According to the present invention, by providing a small hole for ejecting gas near the top of the fluidized medium filling portion of the plate portion forming the water pipe wall, the gas ejected from the small hole into the fluidized bed can cause Since it is possible to prevent the rapidly flowing fluid medium from coming into contact with the water tube wall, wear on the water tube wall can be significantly reduced and the life of the device can be extended. Furthermore, combustion efficiency and desulfurization efficiency can be improved by sucking air above the fluidized bed.
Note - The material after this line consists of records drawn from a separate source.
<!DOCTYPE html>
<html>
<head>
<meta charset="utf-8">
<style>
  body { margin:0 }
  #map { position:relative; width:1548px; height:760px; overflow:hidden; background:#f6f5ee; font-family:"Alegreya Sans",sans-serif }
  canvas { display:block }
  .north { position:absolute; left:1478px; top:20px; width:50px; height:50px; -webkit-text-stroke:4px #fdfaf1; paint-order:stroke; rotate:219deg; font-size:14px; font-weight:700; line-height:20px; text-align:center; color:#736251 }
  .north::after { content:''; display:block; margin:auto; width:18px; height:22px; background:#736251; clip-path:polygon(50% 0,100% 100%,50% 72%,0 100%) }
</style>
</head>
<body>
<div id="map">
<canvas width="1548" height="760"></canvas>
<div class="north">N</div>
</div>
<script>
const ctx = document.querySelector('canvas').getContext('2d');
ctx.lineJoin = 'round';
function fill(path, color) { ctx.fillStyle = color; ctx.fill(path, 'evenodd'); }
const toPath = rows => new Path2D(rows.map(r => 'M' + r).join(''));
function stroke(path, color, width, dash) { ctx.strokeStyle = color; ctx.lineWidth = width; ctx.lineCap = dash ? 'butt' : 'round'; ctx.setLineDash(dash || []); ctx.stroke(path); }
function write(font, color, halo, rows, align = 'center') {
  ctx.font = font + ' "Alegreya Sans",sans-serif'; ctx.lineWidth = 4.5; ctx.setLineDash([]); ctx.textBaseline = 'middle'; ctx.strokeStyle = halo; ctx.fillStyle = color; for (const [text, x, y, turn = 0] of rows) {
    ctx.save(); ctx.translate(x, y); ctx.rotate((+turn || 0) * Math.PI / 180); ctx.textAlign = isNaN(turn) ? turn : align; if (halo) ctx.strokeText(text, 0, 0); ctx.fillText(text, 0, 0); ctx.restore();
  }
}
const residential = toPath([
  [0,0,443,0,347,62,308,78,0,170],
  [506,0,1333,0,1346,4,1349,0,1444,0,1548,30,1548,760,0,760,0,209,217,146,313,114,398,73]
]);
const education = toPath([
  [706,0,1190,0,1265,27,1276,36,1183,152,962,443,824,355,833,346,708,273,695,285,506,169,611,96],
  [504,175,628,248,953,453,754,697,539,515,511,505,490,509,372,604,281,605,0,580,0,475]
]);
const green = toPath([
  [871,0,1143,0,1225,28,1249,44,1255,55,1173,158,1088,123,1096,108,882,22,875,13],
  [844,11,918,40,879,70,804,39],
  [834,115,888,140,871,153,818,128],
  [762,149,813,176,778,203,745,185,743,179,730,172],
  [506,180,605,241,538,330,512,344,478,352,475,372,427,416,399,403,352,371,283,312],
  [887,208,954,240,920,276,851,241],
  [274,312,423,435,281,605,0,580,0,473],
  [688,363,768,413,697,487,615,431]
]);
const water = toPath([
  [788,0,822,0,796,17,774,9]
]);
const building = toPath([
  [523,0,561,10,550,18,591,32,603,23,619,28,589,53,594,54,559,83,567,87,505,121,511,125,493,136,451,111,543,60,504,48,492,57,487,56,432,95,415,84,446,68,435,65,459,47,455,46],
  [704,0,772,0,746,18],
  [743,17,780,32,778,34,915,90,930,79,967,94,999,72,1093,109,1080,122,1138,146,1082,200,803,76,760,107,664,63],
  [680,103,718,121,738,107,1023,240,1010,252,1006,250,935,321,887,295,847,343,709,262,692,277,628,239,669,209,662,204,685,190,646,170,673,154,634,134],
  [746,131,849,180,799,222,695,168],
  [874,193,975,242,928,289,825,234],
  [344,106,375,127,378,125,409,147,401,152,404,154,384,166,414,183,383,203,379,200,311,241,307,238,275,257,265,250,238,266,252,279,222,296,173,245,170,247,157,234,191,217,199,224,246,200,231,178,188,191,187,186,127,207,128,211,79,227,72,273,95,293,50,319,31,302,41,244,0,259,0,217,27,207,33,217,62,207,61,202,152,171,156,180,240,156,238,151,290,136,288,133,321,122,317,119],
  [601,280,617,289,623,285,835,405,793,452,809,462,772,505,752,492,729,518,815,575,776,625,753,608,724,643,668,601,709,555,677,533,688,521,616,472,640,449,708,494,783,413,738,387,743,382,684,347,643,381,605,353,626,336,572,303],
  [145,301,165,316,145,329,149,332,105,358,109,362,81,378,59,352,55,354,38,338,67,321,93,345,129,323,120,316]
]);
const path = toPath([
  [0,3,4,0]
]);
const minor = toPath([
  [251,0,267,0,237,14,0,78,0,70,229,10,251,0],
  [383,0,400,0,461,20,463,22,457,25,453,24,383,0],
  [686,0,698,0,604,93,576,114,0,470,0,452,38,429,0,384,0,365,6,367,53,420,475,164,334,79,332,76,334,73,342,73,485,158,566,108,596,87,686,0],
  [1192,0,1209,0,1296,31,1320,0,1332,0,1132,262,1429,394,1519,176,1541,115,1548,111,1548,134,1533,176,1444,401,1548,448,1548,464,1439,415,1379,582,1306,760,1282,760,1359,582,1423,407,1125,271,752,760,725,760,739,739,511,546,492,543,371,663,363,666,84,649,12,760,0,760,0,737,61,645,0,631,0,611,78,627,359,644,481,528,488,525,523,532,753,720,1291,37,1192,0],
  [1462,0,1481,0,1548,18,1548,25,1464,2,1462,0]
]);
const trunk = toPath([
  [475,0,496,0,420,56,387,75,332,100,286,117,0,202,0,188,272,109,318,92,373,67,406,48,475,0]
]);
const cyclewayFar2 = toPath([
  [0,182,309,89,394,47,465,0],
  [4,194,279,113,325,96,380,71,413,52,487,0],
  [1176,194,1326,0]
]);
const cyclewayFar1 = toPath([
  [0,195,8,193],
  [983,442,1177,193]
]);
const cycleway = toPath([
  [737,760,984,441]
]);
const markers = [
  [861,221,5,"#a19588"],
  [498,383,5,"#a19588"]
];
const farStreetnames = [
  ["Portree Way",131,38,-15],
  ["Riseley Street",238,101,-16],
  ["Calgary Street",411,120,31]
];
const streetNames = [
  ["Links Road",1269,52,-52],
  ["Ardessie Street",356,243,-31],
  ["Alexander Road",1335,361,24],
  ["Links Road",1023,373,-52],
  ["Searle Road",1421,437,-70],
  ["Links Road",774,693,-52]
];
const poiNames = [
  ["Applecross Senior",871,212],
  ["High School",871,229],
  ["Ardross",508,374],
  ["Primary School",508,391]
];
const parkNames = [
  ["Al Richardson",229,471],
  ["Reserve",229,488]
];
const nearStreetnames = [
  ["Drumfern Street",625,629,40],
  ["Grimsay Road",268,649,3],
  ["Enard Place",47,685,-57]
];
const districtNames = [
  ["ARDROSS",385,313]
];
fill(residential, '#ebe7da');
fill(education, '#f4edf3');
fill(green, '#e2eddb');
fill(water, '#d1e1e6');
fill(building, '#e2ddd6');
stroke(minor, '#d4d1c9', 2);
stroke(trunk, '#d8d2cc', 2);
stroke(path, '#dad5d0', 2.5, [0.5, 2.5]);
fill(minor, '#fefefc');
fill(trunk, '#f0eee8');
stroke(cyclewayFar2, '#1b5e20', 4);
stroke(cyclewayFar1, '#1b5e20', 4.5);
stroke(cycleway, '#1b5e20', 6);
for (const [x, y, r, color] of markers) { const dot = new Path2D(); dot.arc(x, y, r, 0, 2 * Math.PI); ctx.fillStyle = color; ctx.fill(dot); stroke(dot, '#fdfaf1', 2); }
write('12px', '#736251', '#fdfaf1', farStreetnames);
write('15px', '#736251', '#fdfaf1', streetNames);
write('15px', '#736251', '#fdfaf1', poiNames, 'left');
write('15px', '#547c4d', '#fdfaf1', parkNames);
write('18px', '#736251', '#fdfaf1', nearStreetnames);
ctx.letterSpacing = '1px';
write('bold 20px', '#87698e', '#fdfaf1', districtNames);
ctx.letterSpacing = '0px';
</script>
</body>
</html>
[Brief explanation of drawings]

Fig. 1 is a schematic diagram showing an embodiment of a combustion furnace of a fluidized bed boiler according to the present invention, Fig. 2 is a sectional view taken along the line ■-■ in Fig. 1, and Fig. 3 shows a water tube wall according to the present invention. Main part side view, Figure 4 is the 3rd
5 is a schematic diagram showing a conventional fluidized bed boiler, FIG. 6 is a sectional view taken along the line VI-VI in FIG. 5,
Fig. 7 is a diagram for explaining the wear generation mechanism, Fig. 8 is a schematic diagram showing the wear generation part, and Fig. 9 corresponds to Fig. 8, and shows the distance between the wear area of the water pipe wall and the air distribution plate. FIG. 8...Water pipe wall, 10...Water pipe, 11...Plate part, 1
4.15... Small hole, 23... Fluid medium.

Claims (1)

[Claims] In a fluidized bed combustion apparatus in which the furnace wall of the fluidized bed is formed by a water tube wall consisting of a water tube and a plate section provided between adjacent water tubes, gas is ejected near the top of the fluidized medium filling section of the plate section. A fluidized bed combustion device characterized by having small holes.